Afro-Asian Visions – Blog launch
The new blog Afro-Asian Visions showcases new and ongoing research on Afro-Asian interactions through networks of artists, intellectuals, technical experts, and activists. It is designed as an online magazine.
In the 1950s and 1960s, decolonization and patronage from competing Cold War powers created opportunities for new alliances among people across the colonial and postcolonial world. The turn of the millennium saw public commemorations of the fiftieth and sixtieth anniversaries of postcolonial independence in Asia and Africa, but also of the official gatherings that brought together representatives from new and aspiring nations, such as the 1955 Afro-Asia conference in Bandung. While major diplomatic initiatives such as the Bandung conference have gained scholarly attention in recent years, there is little study of the way in which non-state actors throughout Afro-Asia interacted and conversed with each other – not in the key sites of international diplomacy, but through journeys, private initiatives, personal communication, and underground or lesser-known conferences and gatherings.
The new blog Afro-Asian Visions is designed as an online magazine, aimed at highlighting such connections. It showcases new and ongoing research on Afro-Asian interactions through networks of artists, intellectuals, technical experts, and activists. It is an extension of the project Afro-Asian Networks in the Early Cold War, 1945-1960, run by Su Lin Lewis (Bristol University) and Carolien Stolte. The blog welcomes submissions, both from scholars affiliated to the Institute for History and elsewhere. Contributions on Afro-Asia during the Cold War are especially welcome, but the blog is also set up to think more generally about the practice of doing global history as scholars of Asia, Africa, and the post-colonial world, as well as about the role Digital Humanities can play in such collaborations.

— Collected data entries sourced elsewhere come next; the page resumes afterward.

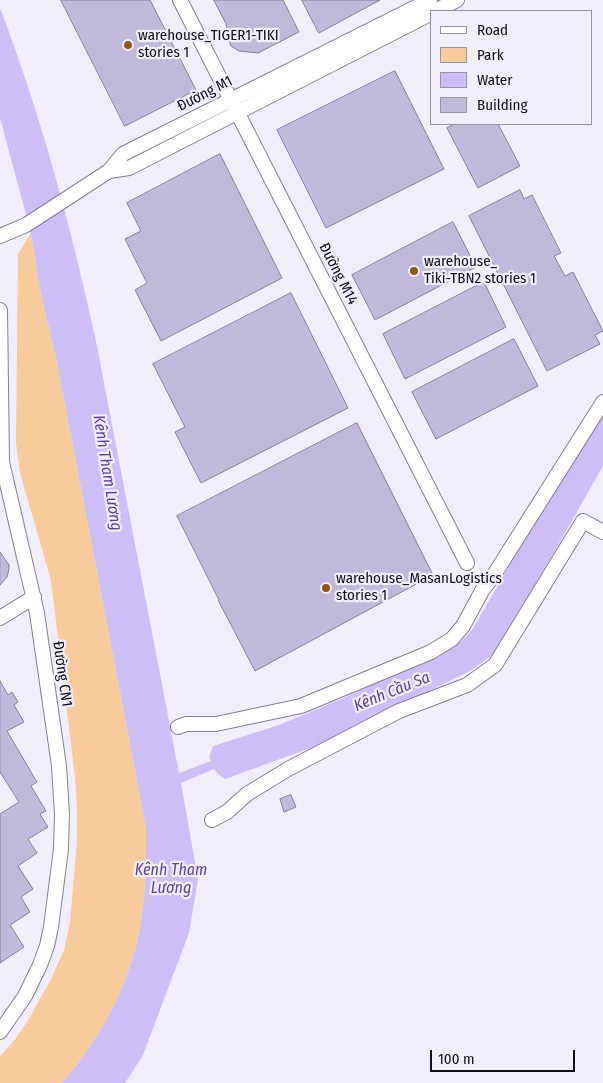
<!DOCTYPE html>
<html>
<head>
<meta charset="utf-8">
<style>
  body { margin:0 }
  #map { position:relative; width:603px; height:1083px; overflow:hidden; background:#f1eefc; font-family:"Fira Sans Condensed",sans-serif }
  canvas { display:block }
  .legend { position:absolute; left:430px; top:10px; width:162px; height:115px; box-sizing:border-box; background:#f1eefc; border:1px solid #9895a2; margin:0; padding:6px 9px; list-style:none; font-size:15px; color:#120f1b }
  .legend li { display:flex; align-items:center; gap:10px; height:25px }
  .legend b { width:25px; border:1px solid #9895a2 }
  .scale { position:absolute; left:430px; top:1050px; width:145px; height:22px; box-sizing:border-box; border:2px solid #120f1b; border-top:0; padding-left:6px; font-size:15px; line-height:18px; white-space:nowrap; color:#120f1b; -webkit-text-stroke:4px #f1eefc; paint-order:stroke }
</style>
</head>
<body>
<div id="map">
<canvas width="603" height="1083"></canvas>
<ul class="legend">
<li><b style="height:6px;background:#fff"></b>Road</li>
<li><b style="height:14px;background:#f8cb9d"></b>Park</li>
<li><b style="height:14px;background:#cdbef8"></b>Water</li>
<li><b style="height:14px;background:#c1b9da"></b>Building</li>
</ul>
<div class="scale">100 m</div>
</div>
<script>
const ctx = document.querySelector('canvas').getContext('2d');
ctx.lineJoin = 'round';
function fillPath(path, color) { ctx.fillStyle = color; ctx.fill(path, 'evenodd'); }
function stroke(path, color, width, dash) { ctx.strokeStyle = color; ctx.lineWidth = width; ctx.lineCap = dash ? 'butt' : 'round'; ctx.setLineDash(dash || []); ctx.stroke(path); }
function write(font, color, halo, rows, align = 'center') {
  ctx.font = font + ' "Fira Sans Condensed",sans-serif'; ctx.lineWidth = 4.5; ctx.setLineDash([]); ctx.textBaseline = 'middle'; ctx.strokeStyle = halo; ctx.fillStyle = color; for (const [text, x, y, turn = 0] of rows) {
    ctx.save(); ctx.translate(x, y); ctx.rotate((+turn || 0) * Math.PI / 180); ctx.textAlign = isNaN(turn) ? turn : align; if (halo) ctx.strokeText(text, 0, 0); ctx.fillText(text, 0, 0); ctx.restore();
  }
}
fillPath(new Path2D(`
  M31 233 40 291 56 358 146 828C146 858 146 887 142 916 133 978 103 1036 62 1083H0V1056L13 1042 27 1022 50 981 64 950 70 922 77 840V810L75 777 53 597 50 577 20 473 16 443 18 254Z`), '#f8cb9d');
fillPath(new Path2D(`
  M0 8C41 115 70 224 95 336L179 773 211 761 209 757 213 746 279 725 344 698 461 642 472 630 553 491 603 412V466L498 651 470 671 316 746 225 779 217 773 214 769 181 783 198 879 189 933 143 1055 125 1083H62C103 1036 133 978 142 916 146 887 146 858 146 828L56 358 40 291 31 233 0 118Z`), '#cdbef8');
const building = new Path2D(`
  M61 0H150L196 90 125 126Z
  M214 0H283L299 32 258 53 239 51 231 46 228 37 226 24Z
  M302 0H380L319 33Z
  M395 71 444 169 326 228 277 130Z
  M455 124H498L520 166 478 188 447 128Z
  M220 154 282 278 161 341 135 290 147 283 125 239 141 231 127 203Z
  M520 190 524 199 532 195 561 253 554 256 565 276 573 272 603 331 595 335 600 344 547 371 469 216Z
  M453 222 476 267 375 320 352 275Z
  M484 282 506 327 405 379 383 334Z
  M291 293 348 408 201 483 175 432 185 427 153 364Z
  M514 339 538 386 436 439 412 392Z
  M357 423 433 575 255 671 218 600H219L177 516Z
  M0 552 9 565V569L7 577 0 585Z
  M0 681 8 695 12 692 18 702 14 705 24 722 7 731 37 782 31 786 46 811 40 814 48 827 28 839 37 853 18 866 33 889 21 897 30 912 10 925 24 947 0 963V814L19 802 0 772Z
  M291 795 296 807 284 812 280 799Z`);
fillPath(building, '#c1b9da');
stroke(building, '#867e9d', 1);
const minor = new Path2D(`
  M180 0 467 563
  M435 11 457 0
  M109 171 129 168 432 13
  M0 236 26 225 109 171 123 154 430 0
  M0 310 2 462 37 613 59 766 62 814 61 849 51 927 47 946 40 965 25 996 0 1032
  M0 618 34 597
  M178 727 186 724H216L301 706 431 652 452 639 463 626 483 589 492 578 603 402
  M212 820 227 812 247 794 288 769 399 711 467 685 495 665 583 521 603 532`);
stroke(minor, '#847c9b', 16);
stroke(minor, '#fff', 14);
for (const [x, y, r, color] of [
  [128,45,5,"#90590f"],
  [414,271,5,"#90590f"],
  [326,588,5,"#90590f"]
]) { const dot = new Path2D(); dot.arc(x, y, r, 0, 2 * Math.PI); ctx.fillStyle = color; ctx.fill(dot); stroke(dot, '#f1eefc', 2); }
write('15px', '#120f1b', '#f1eefc', [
  ["warehouse_TIGER1-TIKI",138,36],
  ["stories 1",138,53],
  ["warehouse_",424,262],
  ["Tiki-TBN2 stories 1",424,279],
  ["warehouse_MasanLogistics",336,579],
  ["stories 1",336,596]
], 'left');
write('15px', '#120f1b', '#f1eefc', [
  ["Đường M1",205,94,-27],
  ["Đường M14",338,274,63],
  ["Đường CN1",62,674,82]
]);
write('italic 16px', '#5e4195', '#f1eefc', [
  ["Kênh Tham Lương",107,473,81],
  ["Kênh Cầu Sa",392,692,-22],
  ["Kênh Tham",171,871],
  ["Lương",171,889]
]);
</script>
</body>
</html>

The project, which runs until June 2017 as a collaborative project between Bristol and Leiden, was recently awarded a €40,000 grant by the Arts and Humanities Research Council in the United Kingdom. Earlier this year, all project members convened in the Netherlands for a collaborative research week, in which researchers working on multiple regions shared their findings in real time. In September 2017, further findings will be presented at an international conference in Bristol. The project will also include a joint BA seminar, Afro-Asia in the Early Cold War, in the Spring semester of 2016-2017. A comparable course will run simultaneously at Bristol, and will include a joint Leiden-Bristol classroom through the use of online educational tools.